The dirty secret of the outsourcing industry is that most vendors do not vet their engineers with anywhere near the rigor they claim. A quick resume scan, a 30-minute phone screen, and a cursory coding exercise is the standard process at many agencies. The result is predictable: clients receive developers who look good on paper but cannot perform in production. At S-Technology, we built our vetting pipeline to solve this specific problem. Only 15% of candidates who enter our pipeline make it into our active talent pool. Here is exactly how that pipeline works, stage by stage.
Stage 1: CV Parsing and Automated Screening
Every application enters our system through a structured intake process. We do not review raw resumes. Instead, our CV parser extracts and normalizes data into a standardized profile: technology stack (with years of production experience per technology), project complexity (measured by team size, user scale, and architectural patterns used), English proficiency indicators, and employment continuity. We reject approximately 60% of applicants at this stage based on minimum thresholds. Candidates need at least 2 years of professional experience, demonstrated work with at least one modern framework in production, and evidence of working on teams rather than exclusively solo projects. This automated screening saves our senior engineers from reviewing hundreds of unqualified profiles.
Stage 2: Gemini AI-Powered Technical Scoring
Candidates who pass initial screening enter our AI-assisted evaluation layer built on Google's Gemini API. The system analyzes each candidate's profile against a weighted scoring matrix that evaluates 12 dimensions including framework depth, system design exposure, testing practices, and open-source contributions. The AI does not make accept/reject decisions. Instead, it generates a detailed technical brief that highlights the candidate's strongest areas, flags potential gaps, and assigns a preliminary score between 0 and 100. Our engineering reviewers use this brief as a starting point for the next stage. The AI layer reduces evaluation time from 45 minutes to 10 minutes per candidate while improving consistency across reviewers.
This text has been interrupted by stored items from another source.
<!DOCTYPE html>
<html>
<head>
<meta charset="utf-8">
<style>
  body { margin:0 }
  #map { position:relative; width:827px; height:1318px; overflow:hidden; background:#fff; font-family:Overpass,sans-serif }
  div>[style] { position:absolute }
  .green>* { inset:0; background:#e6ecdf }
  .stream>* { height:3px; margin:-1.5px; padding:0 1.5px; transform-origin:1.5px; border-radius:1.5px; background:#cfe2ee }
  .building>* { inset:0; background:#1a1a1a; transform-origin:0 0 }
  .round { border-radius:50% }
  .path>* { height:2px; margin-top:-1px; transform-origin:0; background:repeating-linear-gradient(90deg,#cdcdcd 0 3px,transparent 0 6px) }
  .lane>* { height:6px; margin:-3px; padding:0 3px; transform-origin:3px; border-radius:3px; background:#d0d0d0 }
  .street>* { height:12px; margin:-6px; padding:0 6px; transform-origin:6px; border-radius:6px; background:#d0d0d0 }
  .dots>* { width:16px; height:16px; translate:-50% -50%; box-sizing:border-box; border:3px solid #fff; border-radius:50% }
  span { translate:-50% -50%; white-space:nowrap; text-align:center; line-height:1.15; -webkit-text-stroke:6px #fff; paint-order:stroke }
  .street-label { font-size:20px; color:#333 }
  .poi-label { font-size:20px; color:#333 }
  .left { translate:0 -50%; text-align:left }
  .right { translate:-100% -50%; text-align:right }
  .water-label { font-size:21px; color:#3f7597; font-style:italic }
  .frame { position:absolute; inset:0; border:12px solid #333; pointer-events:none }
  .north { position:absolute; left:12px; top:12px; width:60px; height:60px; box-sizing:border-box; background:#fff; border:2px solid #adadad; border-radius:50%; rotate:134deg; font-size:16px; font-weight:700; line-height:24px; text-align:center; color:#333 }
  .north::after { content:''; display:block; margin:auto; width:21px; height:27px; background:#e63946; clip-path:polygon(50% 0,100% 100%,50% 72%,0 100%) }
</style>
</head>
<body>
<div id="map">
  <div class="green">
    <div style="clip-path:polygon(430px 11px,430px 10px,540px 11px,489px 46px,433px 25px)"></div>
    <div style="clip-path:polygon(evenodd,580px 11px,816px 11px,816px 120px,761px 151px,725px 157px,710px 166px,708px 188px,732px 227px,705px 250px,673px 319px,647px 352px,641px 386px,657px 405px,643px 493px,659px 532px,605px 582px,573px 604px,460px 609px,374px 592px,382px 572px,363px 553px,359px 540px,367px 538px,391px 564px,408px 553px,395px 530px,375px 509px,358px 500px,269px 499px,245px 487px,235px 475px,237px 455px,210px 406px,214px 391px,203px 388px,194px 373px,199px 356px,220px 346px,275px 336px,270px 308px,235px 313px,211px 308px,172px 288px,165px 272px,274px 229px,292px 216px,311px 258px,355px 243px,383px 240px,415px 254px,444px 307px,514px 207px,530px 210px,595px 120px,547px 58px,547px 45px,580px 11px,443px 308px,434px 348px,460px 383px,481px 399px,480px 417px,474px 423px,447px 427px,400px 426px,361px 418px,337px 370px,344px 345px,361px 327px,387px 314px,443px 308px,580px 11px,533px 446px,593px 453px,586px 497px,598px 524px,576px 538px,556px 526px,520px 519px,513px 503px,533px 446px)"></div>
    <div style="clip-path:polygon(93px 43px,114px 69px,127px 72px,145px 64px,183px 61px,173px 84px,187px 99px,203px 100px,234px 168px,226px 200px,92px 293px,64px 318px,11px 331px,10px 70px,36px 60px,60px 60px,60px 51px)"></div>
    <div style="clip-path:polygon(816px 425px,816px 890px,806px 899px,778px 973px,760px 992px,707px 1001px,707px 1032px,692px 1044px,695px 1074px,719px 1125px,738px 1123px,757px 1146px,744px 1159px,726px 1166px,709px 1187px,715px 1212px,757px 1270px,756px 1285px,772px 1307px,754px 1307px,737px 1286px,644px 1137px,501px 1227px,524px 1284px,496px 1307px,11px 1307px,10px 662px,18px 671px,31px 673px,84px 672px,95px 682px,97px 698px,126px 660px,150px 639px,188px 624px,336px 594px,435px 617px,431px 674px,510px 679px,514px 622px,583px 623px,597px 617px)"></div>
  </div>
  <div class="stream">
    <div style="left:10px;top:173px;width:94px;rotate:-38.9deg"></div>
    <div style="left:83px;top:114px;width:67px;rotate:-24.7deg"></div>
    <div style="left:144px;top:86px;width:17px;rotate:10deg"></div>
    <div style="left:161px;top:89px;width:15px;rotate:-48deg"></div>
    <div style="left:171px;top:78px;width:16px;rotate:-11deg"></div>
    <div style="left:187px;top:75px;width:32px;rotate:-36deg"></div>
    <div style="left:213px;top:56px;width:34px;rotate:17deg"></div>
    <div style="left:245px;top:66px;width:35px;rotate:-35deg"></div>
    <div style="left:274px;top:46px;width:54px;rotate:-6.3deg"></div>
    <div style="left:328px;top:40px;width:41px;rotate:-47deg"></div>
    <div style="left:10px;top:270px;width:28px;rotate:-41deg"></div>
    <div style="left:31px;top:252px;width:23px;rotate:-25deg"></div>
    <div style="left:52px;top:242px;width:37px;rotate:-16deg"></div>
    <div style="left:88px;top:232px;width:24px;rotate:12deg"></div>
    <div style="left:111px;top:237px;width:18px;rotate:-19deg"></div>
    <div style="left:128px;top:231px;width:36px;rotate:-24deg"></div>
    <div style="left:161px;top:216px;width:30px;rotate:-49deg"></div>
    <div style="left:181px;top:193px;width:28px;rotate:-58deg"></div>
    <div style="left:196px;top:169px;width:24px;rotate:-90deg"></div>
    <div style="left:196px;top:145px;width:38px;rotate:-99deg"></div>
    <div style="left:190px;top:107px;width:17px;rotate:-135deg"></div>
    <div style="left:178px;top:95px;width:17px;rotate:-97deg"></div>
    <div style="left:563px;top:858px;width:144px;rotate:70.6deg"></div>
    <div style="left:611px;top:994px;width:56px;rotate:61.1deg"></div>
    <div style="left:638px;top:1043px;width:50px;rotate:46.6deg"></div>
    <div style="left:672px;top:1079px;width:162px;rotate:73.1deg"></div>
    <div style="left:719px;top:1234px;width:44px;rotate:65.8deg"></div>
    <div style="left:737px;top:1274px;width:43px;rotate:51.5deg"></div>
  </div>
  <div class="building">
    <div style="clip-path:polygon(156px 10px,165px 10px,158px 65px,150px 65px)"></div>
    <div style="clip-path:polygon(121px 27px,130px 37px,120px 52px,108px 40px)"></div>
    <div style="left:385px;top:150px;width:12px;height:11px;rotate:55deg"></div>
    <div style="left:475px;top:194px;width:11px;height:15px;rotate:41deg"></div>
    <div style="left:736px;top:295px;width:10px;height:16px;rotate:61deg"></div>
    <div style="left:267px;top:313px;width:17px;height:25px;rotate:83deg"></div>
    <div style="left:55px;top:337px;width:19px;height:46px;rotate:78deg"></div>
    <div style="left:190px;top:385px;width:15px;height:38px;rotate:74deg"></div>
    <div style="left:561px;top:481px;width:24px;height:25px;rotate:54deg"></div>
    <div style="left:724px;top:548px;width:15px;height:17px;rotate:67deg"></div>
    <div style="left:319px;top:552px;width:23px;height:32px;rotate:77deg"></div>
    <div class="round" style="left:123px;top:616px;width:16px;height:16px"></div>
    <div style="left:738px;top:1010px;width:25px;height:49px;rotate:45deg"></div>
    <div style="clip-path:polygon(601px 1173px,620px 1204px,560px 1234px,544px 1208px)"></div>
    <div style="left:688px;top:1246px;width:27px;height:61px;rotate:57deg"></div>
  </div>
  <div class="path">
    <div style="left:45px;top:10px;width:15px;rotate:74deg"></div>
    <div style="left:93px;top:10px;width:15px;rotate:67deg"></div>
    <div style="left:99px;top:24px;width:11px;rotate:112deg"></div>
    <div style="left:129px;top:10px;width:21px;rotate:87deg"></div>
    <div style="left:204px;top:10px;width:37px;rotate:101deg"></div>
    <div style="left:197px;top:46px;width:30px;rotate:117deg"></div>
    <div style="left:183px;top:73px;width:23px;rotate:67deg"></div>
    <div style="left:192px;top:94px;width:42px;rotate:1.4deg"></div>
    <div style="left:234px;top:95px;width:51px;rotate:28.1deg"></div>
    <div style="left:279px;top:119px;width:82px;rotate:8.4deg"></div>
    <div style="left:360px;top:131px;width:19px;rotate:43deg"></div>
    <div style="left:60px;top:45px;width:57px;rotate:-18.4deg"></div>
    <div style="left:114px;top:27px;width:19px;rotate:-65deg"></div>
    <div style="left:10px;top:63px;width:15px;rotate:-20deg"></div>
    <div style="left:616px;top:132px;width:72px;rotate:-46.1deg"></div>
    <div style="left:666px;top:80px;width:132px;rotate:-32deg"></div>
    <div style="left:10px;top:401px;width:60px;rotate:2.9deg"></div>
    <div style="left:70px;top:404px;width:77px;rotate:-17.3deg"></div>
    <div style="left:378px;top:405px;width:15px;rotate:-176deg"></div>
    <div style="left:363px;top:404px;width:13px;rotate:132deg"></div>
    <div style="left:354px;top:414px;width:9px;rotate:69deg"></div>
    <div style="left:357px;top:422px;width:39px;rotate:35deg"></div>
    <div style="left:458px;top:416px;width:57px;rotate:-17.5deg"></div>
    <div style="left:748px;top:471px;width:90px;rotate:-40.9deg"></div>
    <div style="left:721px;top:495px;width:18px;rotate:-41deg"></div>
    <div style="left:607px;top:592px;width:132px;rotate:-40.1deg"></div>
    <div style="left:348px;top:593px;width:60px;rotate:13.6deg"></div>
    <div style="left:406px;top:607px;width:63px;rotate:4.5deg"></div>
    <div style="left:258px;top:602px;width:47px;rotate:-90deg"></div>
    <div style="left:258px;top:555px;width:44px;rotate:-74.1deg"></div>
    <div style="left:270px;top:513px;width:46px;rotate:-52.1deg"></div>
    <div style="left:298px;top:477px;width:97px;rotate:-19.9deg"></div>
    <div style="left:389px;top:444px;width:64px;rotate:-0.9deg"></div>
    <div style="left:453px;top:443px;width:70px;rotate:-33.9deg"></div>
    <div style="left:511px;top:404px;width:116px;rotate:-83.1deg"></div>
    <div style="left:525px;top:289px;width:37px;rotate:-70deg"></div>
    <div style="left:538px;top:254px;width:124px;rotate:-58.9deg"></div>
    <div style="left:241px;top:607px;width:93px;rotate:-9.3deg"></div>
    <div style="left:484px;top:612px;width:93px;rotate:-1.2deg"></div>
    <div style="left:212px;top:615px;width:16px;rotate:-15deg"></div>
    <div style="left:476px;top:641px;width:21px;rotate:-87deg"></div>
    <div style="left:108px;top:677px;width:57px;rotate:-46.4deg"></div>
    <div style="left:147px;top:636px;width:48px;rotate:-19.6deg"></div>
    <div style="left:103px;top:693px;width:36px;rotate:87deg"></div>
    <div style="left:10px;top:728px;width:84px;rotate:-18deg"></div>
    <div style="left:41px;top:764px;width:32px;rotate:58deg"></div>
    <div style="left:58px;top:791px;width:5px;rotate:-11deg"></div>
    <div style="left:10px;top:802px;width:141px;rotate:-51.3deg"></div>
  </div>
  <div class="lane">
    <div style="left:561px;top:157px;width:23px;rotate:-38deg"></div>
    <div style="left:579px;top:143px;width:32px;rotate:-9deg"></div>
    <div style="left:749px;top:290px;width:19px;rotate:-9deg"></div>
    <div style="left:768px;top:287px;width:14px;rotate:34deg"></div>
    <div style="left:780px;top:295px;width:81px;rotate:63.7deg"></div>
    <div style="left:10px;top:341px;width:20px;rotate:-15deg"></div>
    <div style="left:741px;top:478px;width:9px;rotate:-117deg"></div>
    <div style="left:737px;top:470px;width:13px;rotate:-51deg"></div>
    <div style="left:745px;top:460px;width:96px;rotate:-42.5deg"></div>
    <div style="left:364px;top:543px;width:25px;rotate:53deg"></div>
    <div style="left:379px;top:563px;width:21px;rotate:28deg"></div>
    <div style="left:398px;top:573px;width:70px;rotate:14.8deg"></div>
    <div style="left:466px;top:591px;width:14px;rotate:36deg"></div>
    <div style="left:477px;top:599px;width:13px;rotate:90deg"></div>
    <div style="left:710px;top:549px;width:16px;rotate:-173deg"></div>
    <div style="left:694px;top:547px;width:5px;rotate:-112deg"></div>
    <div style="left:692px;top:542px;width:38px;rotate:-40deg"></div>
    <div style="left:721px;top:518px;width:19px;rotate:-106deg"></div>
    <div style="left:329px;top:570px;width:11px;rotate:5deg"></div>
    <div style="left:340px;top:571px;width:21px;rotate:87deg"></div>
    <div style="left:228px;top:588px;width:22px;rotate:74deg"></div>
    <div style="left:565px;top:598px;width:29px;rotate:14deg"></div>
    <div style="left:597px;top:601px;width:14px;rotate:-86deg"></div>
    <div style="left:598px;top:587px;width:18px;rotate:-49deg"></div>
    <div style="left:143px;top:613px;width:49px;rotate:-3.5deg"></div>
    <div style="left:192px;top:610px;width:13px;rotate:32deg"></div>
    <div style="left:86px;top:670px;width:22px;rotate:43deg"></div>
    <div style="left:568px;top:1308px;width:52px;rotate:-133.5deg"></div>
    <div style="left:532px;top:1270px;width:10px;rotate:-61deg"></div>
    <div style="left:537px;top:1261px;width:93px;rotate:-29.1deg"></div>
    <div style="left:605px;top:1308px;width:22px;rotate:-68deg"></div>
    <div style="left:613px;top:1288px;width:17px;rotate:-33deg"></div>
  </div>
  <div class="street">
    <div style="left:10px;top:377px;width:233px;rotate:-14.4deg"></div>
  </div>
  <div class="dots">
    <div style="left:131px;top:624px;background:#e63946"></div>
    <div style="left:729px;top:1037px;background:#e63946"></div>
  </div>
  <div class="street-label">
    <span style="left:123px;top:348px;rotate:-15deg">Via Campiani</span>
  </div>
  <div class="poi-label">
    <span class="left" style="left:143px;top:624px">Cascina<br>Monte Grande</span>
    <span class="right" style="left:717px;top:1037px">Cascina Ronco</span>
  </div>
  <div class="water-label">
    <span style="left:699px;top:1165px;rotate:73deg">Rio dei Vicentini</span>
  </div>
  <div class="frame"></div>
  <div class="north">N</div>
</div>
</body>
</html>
Stage 3: GitHub and Portfolio Verification
We verify every claim on a candidate's profile against their actual work. For developers with public GitHub profiles, we analyze commit history patterns, code quality in recent repositories, PR review habits, and documentation practices. We are not looking for green squares. We are looking for evidence of professional-grade engineering: meaningful commit messages, clean branching strategies, proper error handling, and test coverage. For candidates whose work is primarily in private repositories, we review portfolio projects and request code samples from past work (with appropriate permissions). Approximately 20% of candidates who passed Stage 2 are rejected here because their claimed experience does not match their demonstrated output.
Stage 4: Live Technical Interview
This is where the real differentiation happens. Candidates sit for a 90-minute live session with one of our senior engineers. The first 30 minutes cover system design: candidates are asked to architect a real-world system, such as a notification service handling 10,000 messages per second or a payment reconciliation pipeline. We evaluate not just the design itself but how the candidate communicates trade-offs, asks clarifying questions, and responds to constraints introduced mid-discussion. The next 40 minutes are a pair programming exercise on a production-grade problem, not an algorithm puzzle. We want to see how candidates write code in conditions that mirror actual project work: reading existing code, handling ambiguous requirements, and making pragmatic decisions under time pressure. The final 20 minutes assess communication and collaboration skills through scenario-based questions about handling code review disagreements, estimating work, and managing blockers on distributed teams.
The Power Ranking System: S Through D Tiers
Every candidate who completes all four stages receives a composite power ranking on a 5-tier scale: S, A, B, C, and D. S-tier engineers are exceptional across all dimensions: deep technical skills, strong communication, proven track record on complex projects, and high autonomy. They represent roughly 3% of candidates who make it through the full pipeline. A-tier engineers are strong generalists with at least one area of deep specialization. B-tier engineers are solid mid-level developers who perform well with clear direction. We only place S, A, and B-tier candidates with clients. C and D tiers are not placed. The ranking is transparent: clients see the breakdown of each candidate's scores across all evaluation dimensions, so they can make informed decisions based on their specific requirements rather than trusting a vendor's subjective recommendation.
Continuous Performance Monitoring
The pipeline does not end at placement. Every engineer in our talent pool is subject to ongoing performance tracking based on client feedback, sprint velocity data, and quarterly technical assessments. Engineers who consistently receive strong client reviews move up in ranking. Engineers who underperform receive targeted coaching, and if performance does not improve within 60 days, they are removed from the active pool. This creates a feedback loop that continuously improves the quality of our talent network. The result is measurable: our client retention rate across engagements exceeding 6 months is 94%, and the average time to replace an engineer who does not work out is 10 business days. Rigorous vetting upfront is what makes those numbers possible.